## Source information
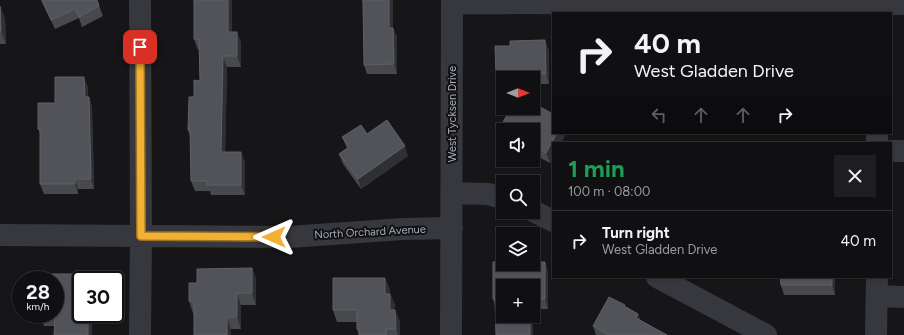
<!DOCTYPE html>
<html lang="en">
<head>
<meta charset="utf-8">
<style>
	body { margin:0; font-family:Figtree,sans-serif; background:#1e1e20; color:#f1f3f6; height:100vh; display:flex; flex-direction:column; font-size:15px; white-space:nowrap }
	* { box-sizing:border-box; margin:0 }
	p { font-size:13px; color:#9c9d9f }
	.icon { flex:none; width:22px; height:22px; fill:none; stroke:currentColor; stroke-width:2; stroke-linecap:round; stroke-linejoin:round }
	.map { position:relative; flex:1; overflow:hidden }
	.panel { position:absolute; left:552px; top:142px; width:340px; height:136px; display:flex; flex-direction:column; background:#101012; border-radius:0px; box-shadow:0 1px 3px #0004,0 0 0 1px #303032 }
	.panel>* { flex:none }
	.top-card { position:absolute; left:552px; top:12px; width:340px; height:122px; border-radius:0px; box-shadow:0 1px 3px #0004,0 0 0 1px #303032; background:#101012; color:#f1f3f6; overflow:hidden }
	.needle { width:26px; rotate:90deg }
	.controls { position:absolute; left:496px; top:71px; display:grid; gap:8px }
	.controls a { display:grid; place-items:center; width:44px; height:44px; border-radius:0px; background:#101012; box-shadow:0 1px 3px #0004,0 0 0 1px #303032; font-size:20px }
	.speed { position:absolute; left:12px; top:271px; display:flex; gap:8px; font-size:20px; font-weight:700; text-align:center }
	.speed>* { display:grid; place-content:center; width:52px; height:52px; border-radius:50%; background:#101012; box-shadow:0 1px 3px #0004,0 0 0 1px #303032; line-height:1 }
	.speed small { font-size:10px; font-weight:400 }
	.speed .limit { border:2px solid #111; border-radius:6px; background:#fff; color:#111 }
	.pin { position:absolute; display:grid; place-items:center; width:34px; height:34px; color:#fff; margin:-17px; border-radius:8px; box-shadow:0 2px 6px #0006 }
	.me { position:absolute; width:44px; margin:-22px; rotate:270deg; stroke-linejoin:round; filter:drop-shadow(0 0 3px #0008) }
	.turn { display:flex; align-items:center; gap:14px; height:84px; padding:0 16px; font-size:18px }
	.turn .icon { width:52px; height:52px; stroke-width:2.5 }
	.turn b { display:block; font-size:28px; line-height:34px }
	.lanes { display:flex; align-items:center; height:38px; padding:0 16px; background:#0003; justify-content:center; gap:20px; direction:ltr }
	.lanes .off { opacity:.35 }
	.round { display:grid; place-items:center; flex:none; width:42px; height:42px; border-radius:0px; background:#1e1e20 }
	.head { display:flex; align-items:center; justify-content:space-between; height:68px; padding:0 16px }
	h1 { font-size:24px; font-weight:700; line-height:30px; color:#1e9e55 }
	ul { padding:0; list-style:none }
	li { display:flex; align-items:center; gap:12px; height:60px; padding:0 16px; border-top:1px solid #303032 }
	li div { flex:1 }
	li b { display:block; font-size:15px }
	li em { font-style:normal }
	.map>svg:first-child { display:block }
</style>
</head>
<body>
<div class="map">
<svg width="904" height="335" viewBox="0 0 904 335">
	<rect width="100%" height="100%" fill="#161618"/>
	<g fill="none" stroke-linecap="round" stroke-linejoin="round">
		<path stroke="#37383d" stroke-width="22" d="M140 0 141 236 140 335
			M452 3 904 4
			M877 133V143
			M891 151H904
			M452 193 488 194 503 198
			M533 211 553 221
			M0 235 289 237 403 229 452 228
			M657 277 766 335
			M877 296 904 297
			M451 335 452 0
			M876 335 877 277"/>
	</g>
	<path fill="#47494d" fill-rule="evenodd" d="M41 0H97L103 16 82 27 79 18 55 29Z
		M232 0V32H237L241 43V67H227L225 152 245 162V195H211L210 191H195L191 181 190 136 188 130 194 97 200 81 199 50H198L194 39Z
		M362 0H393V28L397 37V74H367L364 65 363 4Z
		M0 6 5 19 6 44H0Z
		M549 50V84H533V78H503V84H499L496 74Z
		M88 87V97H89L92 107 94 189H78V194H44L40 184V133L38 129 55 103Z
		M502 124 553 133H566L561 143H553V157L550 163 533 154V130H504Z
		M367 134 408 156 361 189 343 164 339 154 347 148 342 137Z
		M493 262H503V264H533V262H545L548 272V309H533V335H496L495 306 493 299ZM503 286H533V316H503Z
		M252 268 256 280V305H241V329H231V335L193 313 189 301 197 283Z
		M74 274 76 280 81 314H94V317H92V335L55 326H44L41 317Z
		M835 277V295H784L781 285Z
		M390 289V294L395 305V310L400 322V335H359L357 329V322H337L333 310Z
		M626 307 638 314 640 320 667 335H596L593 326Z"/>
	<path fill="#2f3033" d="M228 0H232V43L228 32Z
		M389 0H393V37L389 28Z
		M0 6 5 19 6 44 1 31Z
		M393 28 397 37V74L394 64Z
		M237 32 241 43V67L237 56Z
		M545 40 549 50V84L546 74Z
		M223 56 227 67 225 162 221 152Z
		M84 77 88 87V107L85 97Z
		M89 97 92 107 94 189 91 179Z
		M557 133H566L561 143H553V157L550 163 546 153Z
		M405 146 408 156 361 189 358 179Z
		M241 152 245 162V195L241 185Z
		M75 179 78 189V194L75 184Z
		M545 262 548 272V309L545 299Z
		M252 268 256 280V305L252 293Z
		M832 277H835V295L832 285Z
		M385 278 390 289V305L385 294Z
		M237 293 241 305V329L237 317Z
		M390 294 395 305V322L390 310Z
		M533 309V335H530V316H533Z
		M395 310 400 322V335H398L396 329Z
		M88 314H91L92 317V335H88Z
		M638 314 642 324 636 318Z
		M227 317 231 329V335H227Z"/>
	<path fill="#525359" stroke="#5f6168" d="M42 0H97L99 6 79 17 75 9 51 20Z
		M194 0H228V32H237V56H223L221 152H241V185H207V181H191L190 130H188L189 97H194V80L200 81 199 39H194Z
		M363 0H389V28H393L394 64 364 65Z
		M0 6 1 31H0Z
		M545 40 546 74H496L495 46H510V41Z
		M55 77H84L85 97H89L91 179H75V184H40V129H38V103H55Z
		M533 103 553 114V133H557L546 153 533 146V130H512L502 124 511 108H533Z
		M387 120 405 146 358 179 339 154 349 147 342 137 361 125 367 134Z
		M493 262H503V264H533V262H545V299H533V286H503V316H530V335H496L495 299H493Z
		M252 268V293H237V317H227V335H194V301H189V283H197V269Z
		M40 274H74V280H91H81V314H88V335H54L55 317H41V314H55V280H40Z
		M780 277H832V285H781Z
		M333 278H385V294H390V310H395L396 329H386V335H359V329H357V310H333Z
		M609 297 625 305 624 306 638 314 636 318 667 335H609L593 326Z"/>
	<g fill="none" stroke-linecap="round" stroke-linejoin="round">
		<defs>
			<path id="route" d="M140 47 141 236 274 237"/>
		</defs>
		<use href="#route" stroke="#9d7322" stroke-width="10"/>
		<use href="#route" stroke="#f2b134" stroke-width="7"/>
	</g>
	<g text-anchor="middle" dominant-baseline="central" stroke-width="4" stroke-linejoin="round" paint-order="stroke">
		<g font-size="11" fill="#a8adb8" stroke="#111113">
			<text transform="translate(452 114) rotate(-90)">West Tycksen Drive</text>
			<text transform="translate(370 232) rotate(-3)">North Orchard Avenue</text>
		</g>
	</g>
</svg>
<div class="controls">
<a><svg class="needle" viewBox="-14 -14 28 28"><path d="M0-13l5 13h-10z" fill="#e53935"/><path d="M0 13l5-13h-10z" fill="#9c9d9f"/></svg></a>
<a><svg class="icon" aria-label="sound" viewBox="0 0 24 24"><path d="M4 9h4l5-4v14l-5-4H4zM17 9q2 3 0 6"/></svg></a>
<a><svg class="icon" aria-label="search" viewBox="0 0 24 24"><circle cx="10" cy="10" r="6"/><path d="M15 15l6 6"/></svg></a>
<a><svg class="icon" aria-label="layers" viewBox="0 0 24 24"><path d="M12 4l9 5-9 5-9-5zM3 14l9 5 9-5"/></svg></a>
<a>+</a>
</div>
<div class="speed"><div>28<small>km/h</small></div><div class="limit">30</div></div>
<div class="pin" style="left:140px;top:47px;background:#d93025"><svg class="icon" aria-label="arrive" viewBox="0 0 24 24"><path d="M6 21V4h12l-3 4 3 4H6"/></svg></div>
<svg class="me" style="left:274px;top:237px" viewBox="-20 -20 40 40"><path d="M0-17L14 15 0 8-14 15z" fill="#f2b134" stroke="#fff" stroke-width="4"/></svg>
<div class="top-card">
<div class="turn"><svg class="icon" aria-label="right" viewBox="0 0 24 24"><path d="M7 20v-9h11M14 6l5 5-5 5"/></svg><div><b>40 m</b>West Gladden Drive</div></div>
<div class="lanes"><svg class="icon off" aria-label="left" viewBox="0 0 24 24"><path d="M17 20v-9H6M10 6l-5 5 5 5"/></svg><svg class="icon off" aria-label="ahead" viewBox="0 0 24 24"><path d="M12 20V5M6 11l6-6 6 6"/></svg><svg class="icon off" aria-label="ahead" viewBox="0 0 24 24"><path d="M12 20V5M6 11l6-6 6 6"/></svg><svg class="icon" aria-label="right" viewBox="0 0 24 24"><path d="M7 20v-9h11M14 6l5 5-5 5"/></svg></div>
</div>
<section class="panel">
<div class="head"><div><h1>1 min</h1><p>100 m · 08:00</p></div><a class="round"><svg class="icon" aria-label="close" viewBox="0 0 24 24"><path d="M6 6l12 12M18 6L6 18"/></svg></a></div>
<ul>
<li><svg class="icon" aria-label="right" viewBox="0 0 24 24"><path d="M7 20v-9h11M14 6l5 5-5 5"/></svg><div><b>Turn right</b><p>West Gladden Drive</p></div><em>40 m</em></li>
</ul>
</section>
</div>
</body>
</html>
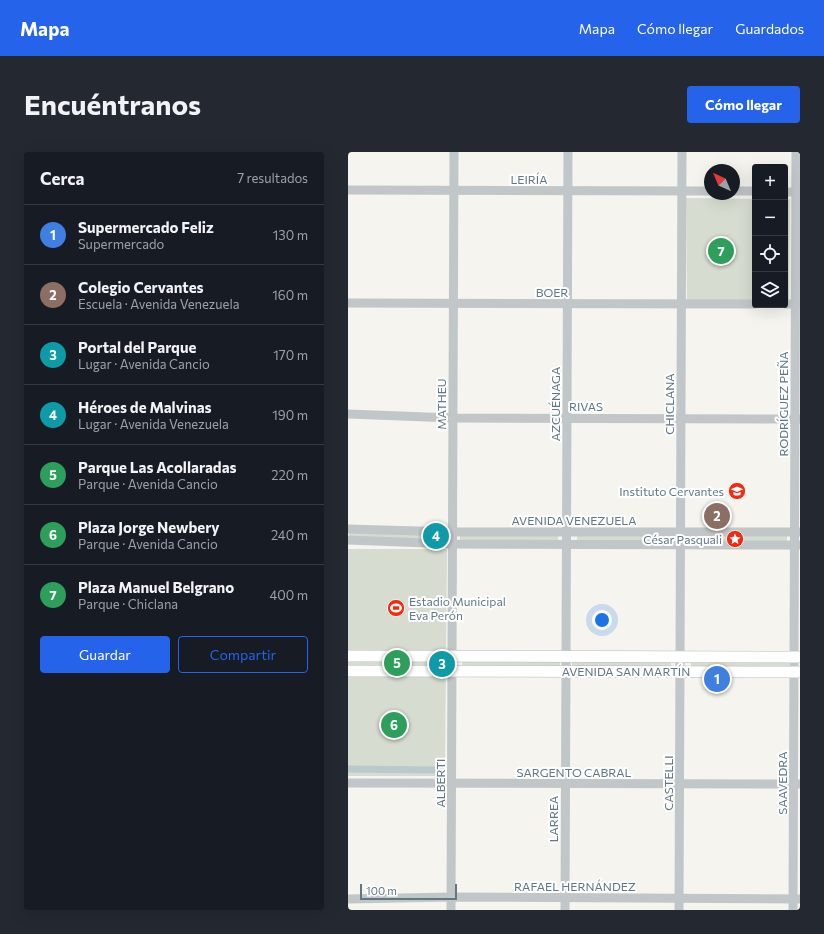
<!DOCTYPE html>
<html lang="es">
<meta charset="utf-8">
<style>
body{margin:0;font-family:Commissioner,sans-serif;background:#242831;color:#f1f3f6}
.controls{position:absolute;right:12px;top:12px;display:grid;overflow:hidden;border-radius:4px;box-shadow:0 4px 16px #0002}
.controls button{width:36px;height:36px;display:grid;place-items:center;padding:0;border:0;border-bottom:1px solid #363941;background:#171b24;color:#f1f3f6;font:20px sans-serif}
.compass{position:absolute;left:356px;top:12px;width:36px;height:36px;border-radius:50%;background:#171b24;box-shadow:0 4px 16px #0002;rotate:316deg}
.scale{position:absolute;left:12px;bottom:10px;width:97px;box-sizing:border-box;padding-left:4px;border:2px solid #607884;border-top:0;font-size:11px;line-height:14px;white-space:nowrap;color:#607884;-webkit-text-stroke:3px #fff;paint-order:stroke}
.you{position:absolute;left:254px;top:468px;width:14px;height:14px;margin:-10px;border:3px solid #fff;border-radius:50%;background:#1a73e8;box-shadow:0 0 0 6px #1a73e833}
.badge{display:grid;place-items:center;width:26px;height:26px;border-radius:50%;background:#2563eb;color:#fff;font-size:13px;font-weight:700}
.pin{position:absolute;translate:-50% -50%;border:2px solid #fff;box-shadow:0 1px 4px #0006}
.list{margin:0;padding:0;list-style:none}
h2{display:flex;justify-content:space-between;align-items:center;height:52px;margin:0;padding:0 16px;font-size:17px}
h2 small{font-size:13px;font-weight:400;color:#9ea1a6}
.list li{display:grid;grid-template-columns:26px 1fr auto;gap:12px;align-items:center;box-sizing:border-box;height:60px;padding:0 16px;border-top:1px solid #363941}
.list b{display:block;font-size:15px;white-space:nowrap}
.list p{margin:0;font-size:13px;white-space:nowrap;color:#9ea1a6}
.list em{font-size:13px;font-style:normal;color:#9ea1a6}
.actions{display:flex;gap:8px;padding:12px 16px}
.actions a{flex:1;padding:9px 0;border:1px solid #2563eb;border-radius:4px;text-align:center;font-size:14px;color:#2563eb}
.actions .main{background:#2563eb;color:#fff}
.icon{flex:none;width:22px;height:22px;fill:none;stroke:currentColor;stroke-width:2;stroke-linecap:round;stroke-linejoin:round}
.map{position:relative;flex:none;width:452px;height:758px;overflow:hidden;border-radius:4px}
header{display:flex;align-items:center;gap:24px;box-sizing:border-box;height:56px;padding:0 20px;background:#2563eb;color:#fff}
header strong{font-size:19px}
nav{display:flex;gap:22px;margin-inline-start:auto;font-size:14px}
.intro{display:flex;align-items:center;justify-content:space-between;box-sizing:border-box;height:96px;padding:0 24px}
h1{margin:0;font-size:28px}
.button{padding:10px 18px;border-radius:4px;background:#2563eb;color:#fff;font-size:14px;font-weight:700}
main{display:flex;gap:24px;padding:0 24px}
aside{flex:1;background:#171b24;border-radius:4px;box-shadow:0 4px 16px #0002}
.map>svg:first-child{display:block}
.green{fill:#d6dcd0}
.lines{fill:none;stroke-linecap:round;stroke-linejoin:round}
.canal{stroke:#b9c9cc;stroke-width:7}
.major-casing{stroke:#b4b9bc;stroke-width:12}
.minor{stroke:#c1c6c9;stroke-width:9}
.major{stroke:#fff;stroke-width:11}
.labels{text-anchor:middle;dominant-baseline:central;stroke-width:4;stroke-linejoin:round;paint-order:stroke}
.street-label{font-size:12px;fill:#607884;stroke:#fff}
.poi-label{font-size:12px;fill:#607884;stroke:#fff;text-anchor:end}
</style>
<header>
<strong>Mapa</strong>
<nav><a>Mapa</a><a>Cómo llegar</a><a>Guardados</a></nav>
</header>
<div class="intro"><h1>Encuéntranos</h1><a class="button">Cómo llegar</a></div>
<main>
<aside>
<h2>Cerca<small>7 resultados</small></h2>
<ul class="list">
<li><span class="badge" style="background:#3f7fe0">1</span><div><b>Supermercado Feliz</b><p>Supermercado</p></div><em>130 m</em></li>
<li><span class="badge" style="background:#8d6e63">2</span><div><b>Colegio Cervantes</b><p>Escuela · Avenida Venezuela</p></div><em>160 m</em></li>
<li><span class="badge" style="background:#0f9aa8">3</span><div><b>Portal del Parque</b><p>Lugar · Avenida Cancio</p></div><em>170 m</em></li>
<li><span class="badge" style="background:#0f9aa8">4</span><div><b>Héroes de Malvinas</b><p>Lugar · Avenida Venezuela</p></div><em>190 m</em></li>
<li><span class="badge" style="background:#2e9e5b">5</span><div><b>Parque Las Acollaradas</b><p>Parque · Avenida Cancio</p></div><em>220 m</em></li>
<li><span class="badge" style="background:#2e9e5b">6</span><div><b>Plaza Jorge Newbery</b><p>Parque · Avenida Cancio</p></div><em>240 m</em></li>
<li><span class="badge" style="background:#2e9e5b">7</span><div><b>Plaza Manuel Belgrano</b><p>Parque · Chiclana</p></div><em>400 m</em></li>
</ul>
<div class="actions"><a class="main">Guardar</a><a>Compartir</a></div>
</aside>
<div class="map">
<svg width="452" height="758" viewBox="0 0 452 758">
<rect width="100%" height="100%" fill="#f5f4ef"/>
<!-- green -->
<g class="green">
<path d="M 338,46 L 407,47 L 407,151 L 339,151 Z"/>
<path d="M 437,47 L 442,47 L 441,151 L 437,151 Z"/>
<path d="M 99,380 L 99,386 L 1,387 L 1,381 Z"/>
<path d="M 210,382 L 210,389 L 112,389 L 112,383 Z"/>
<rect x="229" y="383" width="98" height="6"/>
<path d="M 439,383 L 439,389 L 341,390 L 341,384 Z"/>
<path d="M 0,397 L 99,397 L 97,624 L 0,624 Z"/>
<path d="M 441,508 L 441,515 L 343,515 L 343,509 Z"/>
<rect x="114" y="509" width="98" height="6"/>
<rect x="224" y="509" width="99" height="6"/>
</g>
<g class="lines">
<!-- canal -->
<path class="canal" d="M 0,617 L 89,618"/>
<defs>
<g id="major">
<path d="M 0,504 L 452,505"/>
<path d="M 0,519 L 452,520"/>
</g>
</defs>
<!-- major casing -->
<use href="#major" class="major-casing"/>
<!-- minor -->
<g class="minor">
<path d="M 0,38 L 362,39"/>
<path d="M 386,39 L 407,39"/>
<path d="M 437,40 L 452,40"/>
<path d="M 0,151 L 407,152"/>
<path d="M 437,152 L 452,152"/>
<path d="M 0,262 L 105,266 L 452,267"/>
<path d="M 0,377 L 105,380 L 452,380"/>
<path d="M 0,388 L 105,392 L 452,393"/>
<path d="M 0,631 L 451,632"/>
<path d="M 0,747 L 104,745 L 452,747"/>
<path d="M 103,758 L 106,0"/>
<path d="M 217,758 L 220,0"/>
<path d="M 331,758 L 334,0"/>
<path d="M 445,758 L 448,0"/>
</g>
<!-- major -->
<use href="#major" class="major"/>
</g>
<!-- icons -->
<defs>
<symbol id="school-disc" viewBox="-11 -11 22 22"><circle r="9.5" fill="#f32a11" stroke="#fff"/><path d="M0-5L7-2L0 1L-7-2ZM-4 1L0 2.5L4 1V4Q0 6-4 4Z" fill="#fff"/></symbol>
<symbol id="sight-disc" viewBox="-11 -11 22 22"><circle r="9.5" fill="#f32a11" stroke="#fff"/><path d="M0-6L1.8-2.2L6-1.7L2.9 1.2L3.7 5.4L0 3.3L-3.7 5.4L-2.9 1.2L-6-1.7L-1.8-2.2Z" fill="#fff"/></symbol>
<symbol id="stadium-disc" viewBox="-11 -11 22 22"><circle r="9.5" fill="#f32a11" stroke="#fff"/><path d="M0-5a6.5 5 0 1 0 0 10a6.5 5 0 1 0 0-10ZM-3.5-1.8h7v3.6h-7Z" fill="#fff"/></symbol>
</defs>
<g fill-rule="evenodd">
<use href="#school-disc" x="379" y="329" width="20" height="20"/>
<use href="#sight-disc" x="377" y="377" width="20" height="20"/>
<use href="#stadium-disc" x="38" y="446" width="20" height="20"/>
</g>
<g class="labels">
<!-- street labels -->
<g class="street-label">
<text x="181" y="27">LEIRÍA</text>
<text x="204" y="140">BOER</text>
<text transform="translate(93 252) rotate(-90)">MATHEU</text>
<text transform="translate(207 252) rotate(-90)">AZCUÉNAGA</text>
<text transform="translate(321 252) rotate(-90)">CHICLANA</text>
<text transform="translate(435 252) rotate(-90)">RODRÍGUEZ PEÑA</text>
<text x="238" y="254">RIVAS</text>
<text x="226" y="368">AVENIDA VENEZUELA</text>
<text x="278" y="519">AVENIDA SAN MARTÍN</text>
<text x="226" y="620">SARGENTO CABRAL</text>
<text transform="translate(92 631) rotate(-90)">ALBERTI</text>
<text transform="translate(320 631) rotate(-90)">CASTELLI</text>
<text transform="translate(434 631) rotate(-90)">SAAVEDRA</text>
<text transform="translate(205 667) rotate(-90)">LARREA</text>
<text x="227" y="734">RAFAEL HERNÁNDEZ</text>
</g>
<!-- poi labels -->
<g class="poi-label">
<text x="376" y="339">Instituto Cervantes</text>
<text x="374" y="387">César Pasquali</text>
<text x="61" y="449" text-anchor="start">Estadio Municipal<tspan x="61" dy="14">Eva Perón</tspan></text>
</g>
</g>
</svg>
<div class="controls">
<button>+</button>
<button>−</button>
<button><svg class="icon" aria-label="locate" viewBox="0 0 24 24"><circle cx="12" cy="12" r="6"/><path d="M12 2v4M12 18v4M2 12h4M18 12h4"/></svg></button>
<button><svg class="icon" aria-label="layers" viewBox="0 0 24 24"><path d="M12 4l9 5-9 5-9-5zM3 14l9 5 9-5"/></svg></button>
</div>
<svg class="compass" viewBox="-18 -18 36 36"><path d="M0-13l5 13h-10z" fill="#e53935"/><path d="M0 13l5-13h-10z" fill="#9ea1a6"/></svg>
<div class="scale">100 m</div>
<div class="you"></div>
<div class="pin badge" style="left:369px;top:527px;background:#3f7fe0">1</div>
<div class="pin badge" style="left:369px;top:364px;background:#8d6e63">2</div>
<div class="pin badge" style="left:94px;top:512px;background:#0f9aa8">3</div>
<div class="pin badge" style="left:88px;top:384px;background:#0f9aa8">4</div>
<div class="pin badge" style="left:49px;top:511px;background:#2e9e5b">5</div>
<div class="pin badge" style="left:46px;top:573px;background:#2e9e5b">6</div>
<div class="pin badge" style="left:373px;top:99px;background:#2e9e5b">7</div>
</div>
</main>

## Exercise brief
From the opening line of the entries above to the line that holds "position:absolute; display:grid; place-items:center;", inclusive, reproduce each line exactly and omit any picture.

## Answer section
<!DOCTYPE html>
<html lang="en">
<head>
<meta charset="utf-8">
<style>
	body { margin:0; font-family:Figtree,sans-serif; background:#1e1e20; color:#f1f3f6; height:100vh; display:flex; flex-direction:column; font-size:15px; white-space:nowrap }
	* { box-sizing:border-box; margin:0 }
	p { font-size:13px; color:#9c9d9f }
	.icon { flex:none; width:22px; height:22px; fill:none; stroke:currentColor; stroke-width:2; stroke-linecap:round; stroke-linejoin:round }
	.map { position:relative; flex:1; overflow:hidden }
	.panel { position:absolute; left:552px; top:142px; width:340px; height:136px; display:flex; flex-direction:column; background:#101012; border-radius:0px; box-shadow:0 1px 3px #0004,0 0 0 1px #303032 }
	.panel>* { flex:none }
	.top-card { position:absolute; left:552px; top:12px; width:340px; height:122px; border-radius:0px; box-shadow:0 1px 3px #0004,0 0 0 1px #303032; background:#101012; color:#f1f3f6; overflow:hidden }
	.needle { width:26px; rotate:90deg }
	.controls { position:absolute; left:496px; top:71px; display:grid; gap:8px }
	.controls a { display:grid; place-items:center; width:44px; height:44px; border-radius:0px; background:#101012; box-shadow:0 1px 3px #0004,0 0 0 1px #303032; font-size:20px }
	.speed { position:absolute; left:12px; top:271px; display:flex; gap:8px; font-size:20px; font-weight:700; text-align:center }
	.speed>* { display:grid; place-content:center; width:52px; height:52px; border-radius:50%; background:#101012; box-shadow:0 1px 3px #0004,0 0 0 1px #303032; line-height:1 }
	.speed small { font-size:10px; font-weight:400 }
	.speed .limit { border:2px solid #111; border-radius:6px; background:#fff; color:#111 }
	.pin { position:absolute; display:grid; place-items:center; width:34px; height:34px; color:#fff; margin:-17px; border-radius:8px; box-shadow:0 2px 6px #0006 }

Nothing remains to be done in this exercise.